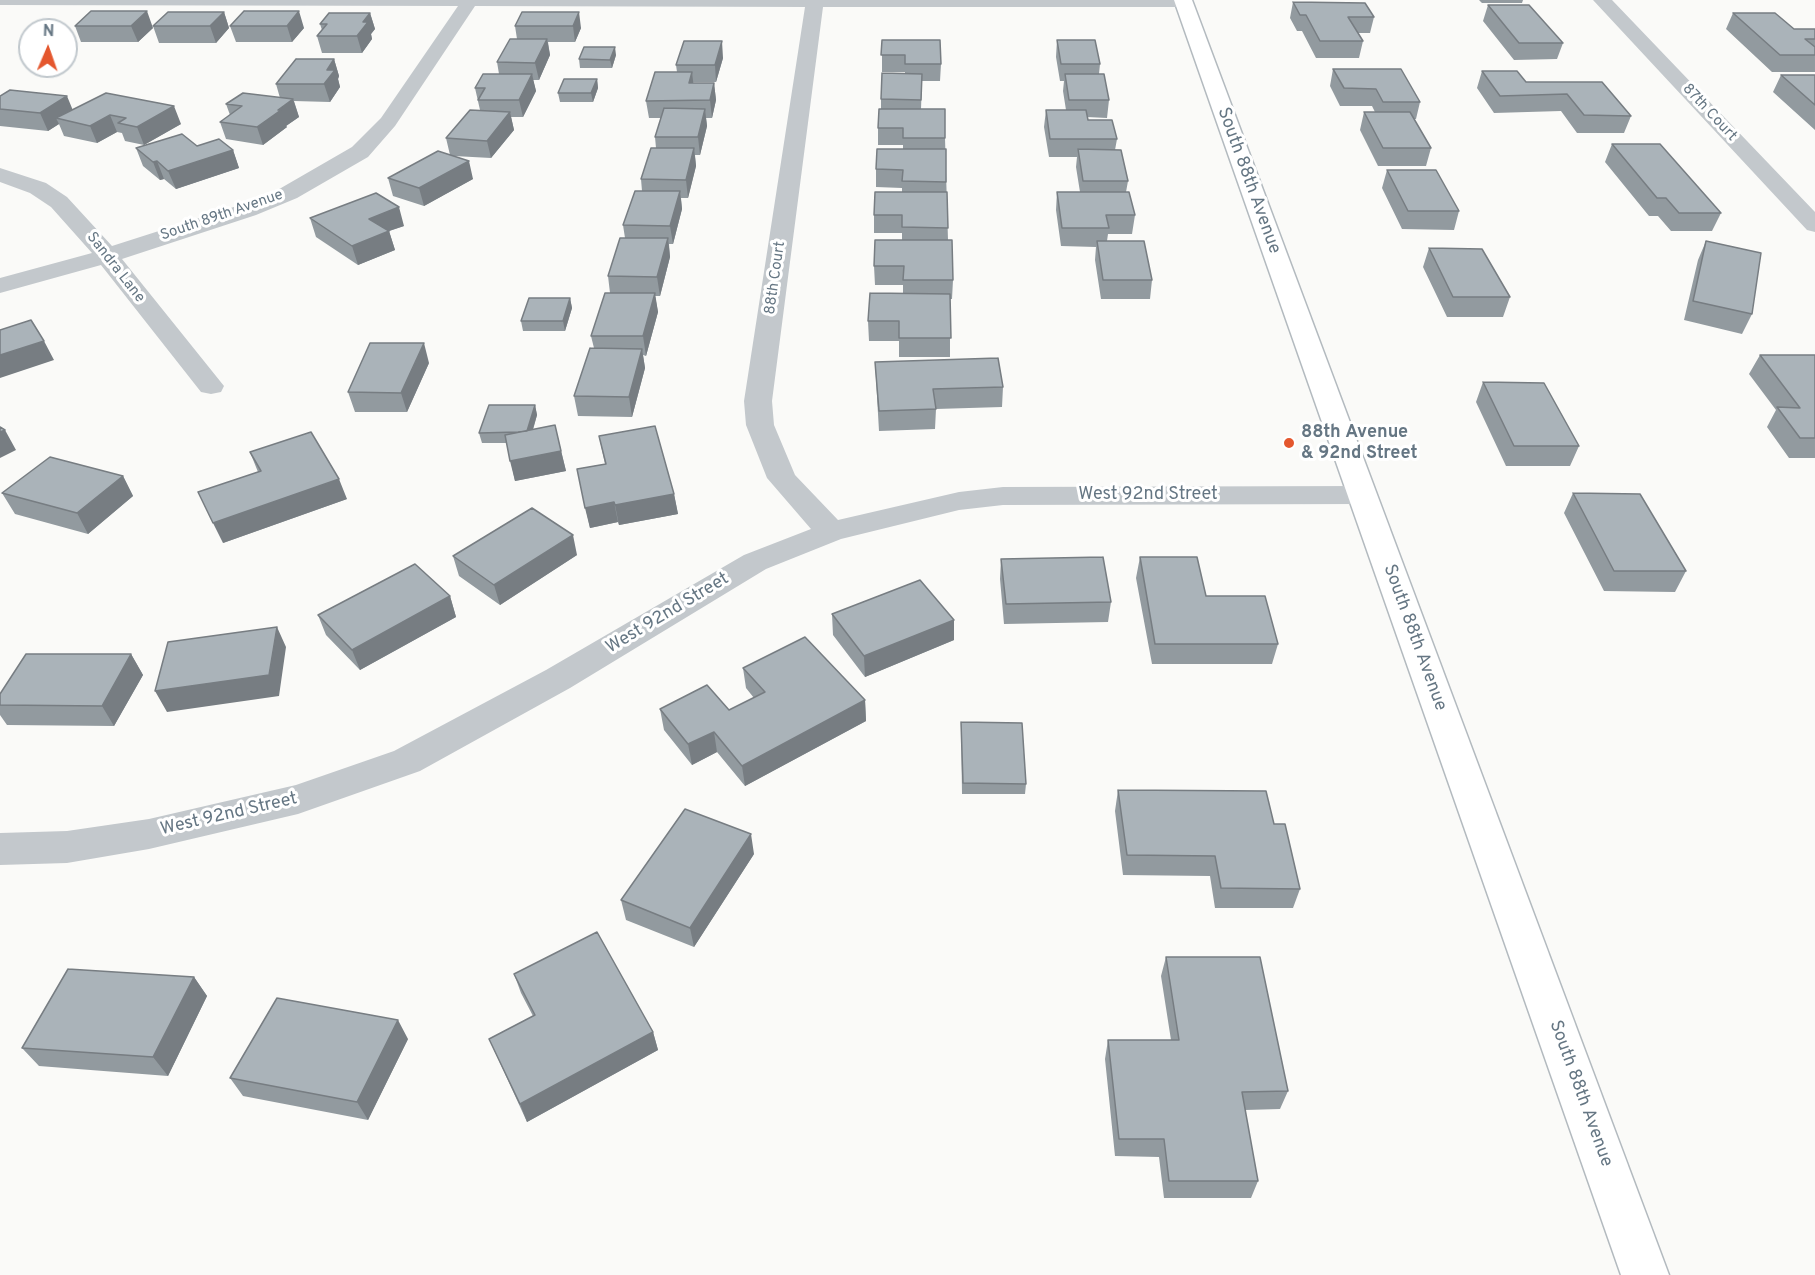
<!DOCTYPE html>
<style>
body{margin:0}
#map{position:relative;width:1815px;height:1275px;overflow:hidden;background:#fafaf8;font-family:Overpass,sans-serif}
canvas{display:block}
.north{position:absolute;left:18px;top:18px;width:60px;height:60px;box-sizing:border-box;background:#fff;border:2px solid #c1c8cd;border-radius:50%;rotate:2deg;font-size:16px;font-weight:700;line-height:24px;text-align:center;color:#657683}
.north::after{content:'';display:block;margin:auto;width:21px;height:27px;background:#e4572e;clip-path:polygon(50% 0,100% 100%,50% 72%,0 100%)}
</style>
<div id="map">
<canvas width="1815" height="1275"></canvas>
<div class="north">N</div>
</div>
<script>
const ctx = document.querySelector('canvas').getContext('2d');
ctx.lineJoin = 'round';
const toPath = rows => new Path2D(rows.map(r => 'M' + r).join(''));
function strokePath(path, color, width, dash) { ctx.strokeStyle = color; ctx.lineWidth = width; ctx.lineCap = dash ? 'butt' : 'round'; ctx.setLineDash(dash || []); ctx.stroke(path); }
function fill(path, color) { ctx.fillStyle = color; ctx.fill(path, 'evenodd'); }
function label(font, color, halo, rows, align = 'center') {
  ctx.font = font + ' Overpass,sans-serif'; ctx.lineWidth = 6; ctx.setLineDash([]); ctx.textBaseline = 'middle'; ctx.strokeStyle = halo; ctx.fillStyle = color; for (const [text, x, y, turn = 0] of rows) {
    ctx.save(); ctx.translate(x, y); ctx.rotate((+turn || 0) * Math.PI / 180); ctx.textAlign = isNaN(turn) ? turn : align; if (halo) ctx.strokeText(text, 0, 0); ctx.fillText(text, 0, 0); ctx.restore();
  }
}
const street = toPath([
 [0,0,1191,0,1190,6,1184,7,823,7,772,401,774,425,795,475,838,520,959,492,1003,487,1362,486,1372,488,1377,495,1372,502,1362,504,1003,505,959,510,841,539,766,569,570,688,420,771,298,814,149,849,67,863,0,865,0,833,67,831,149,819,296,785,394,751,546,670,744,555,811,529,767,478,746,425,744,401,805,7,475,6,395,126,368,157,297,198,256,215,122,259,224,386,221,392,211,394,201,392,101,265,0,293,0,278,92,253,51,207,30,193,0,182,0,168,46,183,67,197,112,246,240,205,281,188,352,147,381,118,458,6,0,5,0,0],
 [1593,0,1612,0,1815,212,1815,232,1807,230,1593,0]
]);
const secondary = toPath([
 [1174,0,1192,0,1669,1275,1621,1275,1174,0]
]);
const wall = toPath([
 [1479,0,1523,0,1522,3,1482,3],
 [1293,2,1374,17,1370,33,1358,33,1363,41,1359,58,1316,58,1302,31,1297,31,1290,18],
 [1488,5,1563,43,1557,59,1514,60,1483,21],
 [91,11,153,28,138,42,81,42,75,26],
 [244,11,304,28,292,42,236,42,230,26],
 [224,12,229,28,216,43,159,43,153,26],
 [522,12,581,28,575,42,548,42,550,55,539,80,533,80,536,91,523,117,511,117,514,130,491,158,454,156,473,179,424,206,393,196,388,178,450,155,446,138,480,110,475,88,499,74,497,62,517,39,515,26],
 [370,13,375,29,371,34,372,39,362,53,322,53,317,36,322,30,320,24],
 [1733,13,1794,29,1815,29,1815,72,1772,72,1726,29],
 [882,40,941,64,940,81,922,81,921,109,945,138,948,240,953,280,952,299,950,299,950,357,899,357,899,341,869,341,868,321,903,293,903,285,875,285,874,266,902,240,902,233,874,233,874,215,902,192,902,188,876,187,876,169,903,149,903,145,878,145,878,128,881,109,881,99,905,73,905,72,882,72],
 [1057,40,1100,64,1099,74,1109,100,1107,118,1087,117,1088,120,1117,139,1115,150,1128,181,1126,192,1135,215,1132,234,1108,234,1107,241,1152,280,1150,299,1101,299,1095,260,1096,247,1061,246,1056,210,1057,192,1080,192,1076,167,1077,157,1049,157,1044,127,1046,110,1066,110,1063,91,1064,81,1060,81,1056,57],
 [616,55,612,68,580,68,579,59],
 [723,58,716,82,693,82,693,83,714,83,716,100,712,118,706,118,707,126,700,155,695,155,696,166,688,198,681,198,682,209,673,244,669,244,670,257,660,296,655,296,658,312,646,356,643,355,645,368,632,417,578,416,574,396,594,348,591,336,610,293,608,276,625,238,623,225,642,191,641,179,656,148,655,137,661,118,649,118,646,101,677,72,676,65],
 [334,59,339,76,338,79,340,87,330,102,294,101,299,117,286,126,287,127,263,145,226,139,220,122,230,115,226,104,280,98,276,84],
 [1333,69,1420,102,1416,119,1414,119,1431,148,1426,166,1378,166,1360,130,1364,112,1375,112,1372,106,1340,106,1330,86],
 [1482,71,1526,82,1602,82,1631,116,1624,133,1577,133,1561,111,1494,113,1477,88],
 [1781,75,1815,75,1815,130,1773,92],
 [597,79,598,88,593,102,560,102,558,93],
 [0,95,0,96,73,110,181,124,144,145,125,141,122,133,117,132,97,143,64,136,59,124,48,131,0,126],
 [1612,144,1721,213,1712,231,1671,231,1658,216,1649,216,1605,162],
 [136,148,233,150,239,168,176,189,164,179,160,180,143,166],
 [1387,170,1459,211,1454,230,1402,229,1382,188],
 [310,218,404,226,389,231,395,250,358,265,316,237],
 [1706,241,1752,314,1742,334,1684,320,1698,260],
 [1429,248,1510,297,1503,317,1447,317,1423,267],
 [570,298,572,308,565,331,523,331,521,321],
 [1760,355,1815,355,1815,458,1789,458,1767,427,1776,410,1749,374],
 [875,362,1003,387,1002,407,936,409,935,429,879,431],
 [429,363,407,412,355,412,348,392],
 [1483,382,1579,446,1570,466,1506,466,1476,402],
 [535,405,537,415,533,430,555,425,566,471,515,481,507,443,482,443,479,433],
 [599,436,674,494,678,514,619,525,618,522,590,528,577,469,605,464],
 [250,452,347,499,223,543,258,472],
 [123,476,133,496,88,534,15,514,2,493],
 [1573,493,1686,571,1675,592,1604,591,1564,513],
 [577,555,500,605,459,576,453,556],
 [1140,557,1206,596,1278,644,1272,664,1152,664,1136,578],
 [1001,559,1111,602,1108,622,1004,624,1000,579],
 [450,596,456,617,360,670,326,635,318,615],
 [832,614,954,620,954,640,865,677,833,635],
 [131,654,143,675,114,726,7,725,0,715,0,694],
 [743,668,865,700,866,721,745,786,717,752,692,765,664,730,660,709,729,710,754,698,746,688],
 [961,722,1026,784,1025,794,962,794],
 [1118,790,1274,824,1300,889,1293,908,1215,908,1210,876,1123,875,1115,811],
 [754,854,694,947,626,920,621,900],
 [1166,957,1288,1091,1280,1109,1245,1110,1258,1181,1251,1198,1164,1198,1159,1157,1115,1156,1105,1059,1108,1040,1171,1040,1161,976],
 [514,974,653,1032,658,1050,527,1122,489,1039,533,1016,521,993],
 [194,977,207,996,168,1076,39,1066,22,1048],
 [408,1039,368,1120,243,1096,230,1078]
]);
const shadedWall = toPath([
 [147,11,153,28,138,42,131,26],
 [299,11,304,28,292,42,287,26],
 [224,12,229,28,216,43,210,26],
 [579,12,581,28,575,42,573,26],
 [370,13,375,29,371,34,372,39,362,53,357,36,363,22],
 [547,39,550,55,539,80,535,63],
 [722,41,723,58,716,82,715,65],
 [615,47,616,55,612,68,610,60],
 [334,59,339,76,338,79,340,87,330,102,324,84,327,70],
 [692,72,694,89,689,83],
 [532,74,536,91,523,117,519,100],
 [597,79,598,88,593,102,591,93],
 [714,83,716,100,712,118,710,100],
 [67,96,74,113,56,118,59,124,48,131,40,113],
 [293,99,299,117,286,126,287,127,263,145,257,127,278,110],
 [174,106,181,124,144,145,137,127],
 [705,109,707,126,700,155,698,137],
 [510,112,514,130,491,158,487,141],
 [110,115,117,132,97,143,90,126],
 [694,148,696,166,688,198,686,180],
 [233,150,239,168,176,189,168,171],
 [157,161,164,179,160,180,153,162],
 [469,161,473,179,424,206,419,188],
 [680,191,682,209,673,244,670,226],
 [399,207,404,226,389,231,395,250,358,265,352,246,369,219],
 [668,238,670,257,660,296,657,277],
 [655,293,658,312,646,356,643,336],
 [570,298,572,308,565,331,563,321],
 [44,341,54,360,0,378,0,355],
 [424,343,429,363,407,412,401,393],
 [642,349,645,368,632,417,629,397],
 [535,405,537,415,529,442,526,432],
 [5,430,16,450,0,458,0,432],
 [561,451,566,471,515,481,510,461],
 [123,476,133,496,88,534,77,513],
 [339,479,347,499,223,543,213,523],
 [674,494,678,514,619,525,615,505],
 [614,502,618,522,590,528,585,508],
 [573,535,577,555,500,605,494,585],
 [450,596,456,617,360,670,352,650],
 [954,620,954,640,865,677,864,656],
 [277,627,286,647,279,696,167,712,155,691],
 [131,654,143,675,114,726,102,706],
 [865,700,866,721,745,786,742,766],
 [714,732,717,752,692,765,688,744],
 [751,834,754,854,694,947,690,928],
 [194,977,207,996,168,1076,153,1057],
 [398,1020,408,1039,368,1120,357,1102],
 [653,1032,658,1050,527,1122,520,1104]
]);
const building = toPath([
 [1293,2,1365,3,1374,17,1348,17,1363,41,1320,41,1306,15,1300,15,1293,2],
 [1488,5,1529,5,1563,43,1519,43,1488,5],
 [91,11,147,11,131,26,75,26,91,11],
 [244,11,299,11,287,26,230,26,244,11],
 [168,12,224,12,210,26,153,26,168,12],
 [522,12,579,12,573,26,515,26,522,12],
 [329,13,370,13,363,22,368,22,357,36,317,36,327,24,320,24,329,13],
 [1733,13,1775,13,1794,29,1815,29,1815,39,1805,39,1815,47,1815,55,1780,55,1733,13],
 [510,39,547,39,535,63,497,62,510,39],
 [882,40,940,40,941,64,905,64,905,55,881,55,882,40],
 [1057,40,1095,40,1100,64,1061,64,1057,40],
 [684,41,722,41,715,65,676,65,684,41],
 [584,47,615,47,610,60,579,59,584,47],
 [296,59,334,59,327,70,335,70,324,84,276,84,296,59],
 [1333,69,1401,69,1420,102,1383,102,1376,89,1344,88,1333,69],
 [1482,71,1517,71,1526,82,1602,82,1631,116,1584,115,1567,94,1500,96,1482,71],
 [655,72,692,72,689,83,714,83,710,100,646,101,655,72],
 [882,73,922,74,921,100,881,99,882,73],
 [483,74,532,74,519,100,478,100,485,88,475,88,483,74],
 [1065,74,1104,74,1109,100,1069,100,1065,74],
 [1781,75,1815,75,1815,105,1781,75],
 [564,79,597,79,591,93,558,93,564,79],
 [10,90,67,96,40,113,0,109,0,96,10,90],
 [106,93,174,106,137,127,118,123,126,118,110,115,90,126,56,118,106,93],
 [243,93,293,99,278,110,281,110,257,127,220,122,242,106,226,104,243,93],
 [664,108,705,109,698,137,655,137,664,108],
 [879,109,945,109,945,138,903,138,903,128,878,128,879,109],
 [470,110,510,112,487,141,446,138,470,110],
 [1046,110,1086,110,1088,120,1112,120,1117,139,1050,139,1046,110],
 [1364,112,1410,112,1431,148,1383,148,1364,112],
 [182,134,197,146,219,139,233,150,168,171,157,161,153,162,136,148,182,134],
 [1612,144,1660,144,1721,213,1679,213,1666,198,1657,198,1612,144],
 [651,148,694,148,686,180,641,179,651,148],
 [877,149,946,149,946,182,902,181,903,170,876,169,877,149],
 [1078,149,1121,150,1128,181,1083,181,1078,149],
 [438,151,469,161,419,188,388,178,438,151],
 [1387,170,1436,170,1459,211,1408,211,1387,170],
 [635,191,680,191,670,226,623,225,635,191],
 [875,192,947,192,948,228,902,227,902,215,874,215,875,192],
 [1057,192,1129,192,1135,215,1106,215,1109,228,1062,228,1057,192],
 [376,193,399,207,369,219,389,231,352,246,310,218,376,193],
 [620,238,668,238,657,277,608,276,620,238],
 [875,240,952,240,953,280,903,280,904,266,874,266,875,240],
 [1097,241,1144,241,1152,280,1103,280,1097,241],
 [1706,241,1761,253,1752,314,1693,301,1706,241],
 [1429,248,1482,249,1510,297,1453,297,1429,248],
 [605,293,655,293,643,336,591,336,605,293],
 [870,293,950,294,951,338,899,338,899,321,868,321,870,293],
 [529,298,570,298,563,321,521,321,529,298],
 [31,320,44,341,0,355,0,330,31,320],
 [370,343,424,343,401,393,348,392,370,343],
 [590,348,642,349,629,397,574,396,590,348],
 [1760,355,1815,355,1815,438,1800,438,1777,407,1800,408,1760,355],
 [998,358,1003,387,933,389,936,409,879,411,875,362,998,358],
 [1483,382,1544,383,1579,446,1514,446,1483,382],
 [489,405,535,405,527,431,518,432,479,433,489,405],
 [555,425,561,451,510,461,505,435,555,425],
 [655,426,674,494,615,505,614,502,585,508,577,469,606,464,599,436,655,426],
 [0,427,5,430,0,432,0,427],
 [311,432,339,479,213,523,198,492,261,471,250,452,311,432],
 [50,457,123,476,77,513,2,493,50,457],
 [1573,493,1640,494,1686,571,1614,571,1573,493],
 [532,508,573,535,494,585,453,556,532,508],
 [1103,557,1111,602,1006,604,1001,559,1103,557],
 [1140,557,1197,557,1206,596,1265,596,1278,644,1155,644,1140,557],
 [415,564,450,596,352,650,318,615,415,564],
 [920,580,954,620,864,656,832,614,920,580],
 [277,627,269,675,155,691,168,642,277,627],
 [805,637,865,700,742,766,714,732,688,744,660,709,707,685,729,710,765,692,743,668,805,637],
 [26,654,131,654,102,706,0,705,0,694,26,654],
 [961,722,1022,723,1026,784,963,783,961,722],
 [1118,790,1266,791,1274,824,1285,824,1300,889,1221,888,1215,856,1127,855,1118,790],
 [685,809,751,834,690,928,621,900,685,809],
 [597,932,653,1032,520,1104,489,1039,535,1015,514,974,597,932],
 [1166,957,1260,957,1288,1091,1242,1092,1258,1181,1169,1181,1164,1139,1119,1139,1108,1040,1179,1040,1166,957],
 [68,969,194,977,153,1057,22,1048,68,969],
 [277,998,398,1020,357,1102,230,1078,277,998]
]);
const markers = [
 [1289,443,6,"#e4572e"]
];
const farStreetnames = [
 ["87th Court",1709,113,47],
 ["South 89th Avenue",222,216,-19],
 ["Sandra Lane",115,268,52],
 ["88th Court",776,278,-82]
];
const streetNames = [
 ["South 88th Avenue",1248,181,70],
 ["West 92nd Street",1148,495],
 ["West 92nd Street",668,614,-31],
 ["South 88th Avenue",1414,638,70],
 ["West 92nd Street",229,815,-13],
 ["South 88th Avenue",1580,1094,70]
];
const poiNames = [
 ["88th Avenue",1301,433],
 ["& 92nd Street",1301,454]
];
strokePath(secondary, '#b3babf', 3);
fill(street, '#c3c8cc');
fill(secondary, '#fff');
fill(wall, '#929a9f');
fill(shadedWall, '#777d82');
fill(building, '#aab3b9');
strokePath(building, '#777d82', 1.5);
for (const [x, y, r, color] of markers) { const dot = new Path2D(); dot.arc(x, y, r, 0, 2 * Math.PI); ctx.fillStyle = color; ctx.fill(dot); strokePath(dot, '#fff', 2); }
label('15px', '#657683', '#fff', farStreetnames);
label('18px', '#657683', '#fff', streetNames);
label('bold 18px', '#657683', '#fff', poiNames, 'left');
</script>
· · · · · · ·
• **What the task requires**: Each line from the one that contains "[277,998,398,1020,357,1102,230,1078,277,998]" through the end of the records must be repeated exactly. No other line belongs in the answer.

• **Output for this exercise**:
 [277,998,398,1020,357,1102,230,1078,277,998]
]);
const markers = [
 [1289,443,6,"#e4572e"]
];
const farStreetnames = [
 ["87th Court",1709,113,47],
 ["South 89th Avenue",222,216,-19],
 ["Sandra Lane",115,268,52],
 ["88th Court",776,278,-82]
];
const streetNames = [
 ["South 88th Avenue",1248,181,70],
 ["West 92nd Street",1148,495],
 ["West 92nd Street",668,614,-31],
 ["South 88th Avenue",1414,638,70],
 ["West 92nd Street",229,815,-13],
 ["South 88th Avenue",1580,1094,70]
];
const poiNames = [
 ["88th Avenue",1301,433],
 ["& 92nd Street",1301,454]
];
strokePath(secondary, '#b3babf', 3);
fill(street, '#c3c8cc');
fill(secondary, '#fff');
fill(wall, '#929a9f');
fill(shadedWall, '#777d82');
fill(building, '#aab3b9');
strokePath(building, '#777d82', 1.5);
for (const [x, y, r, color] of markers) { const dot = new Path2D(); dot.arc(x, y, r, 0, 2 * Math.PI); ctx.fillStyle = color; ctx.fill(dot); strokePath(dot, '#fff', 2); }
label('15px', '#657683', '#fff', farStreetnames);
label('18px', '#657683', '#fff', streetNames);
label('bold 18px', '#657683', '#fff', poiNames, 'left');
</script>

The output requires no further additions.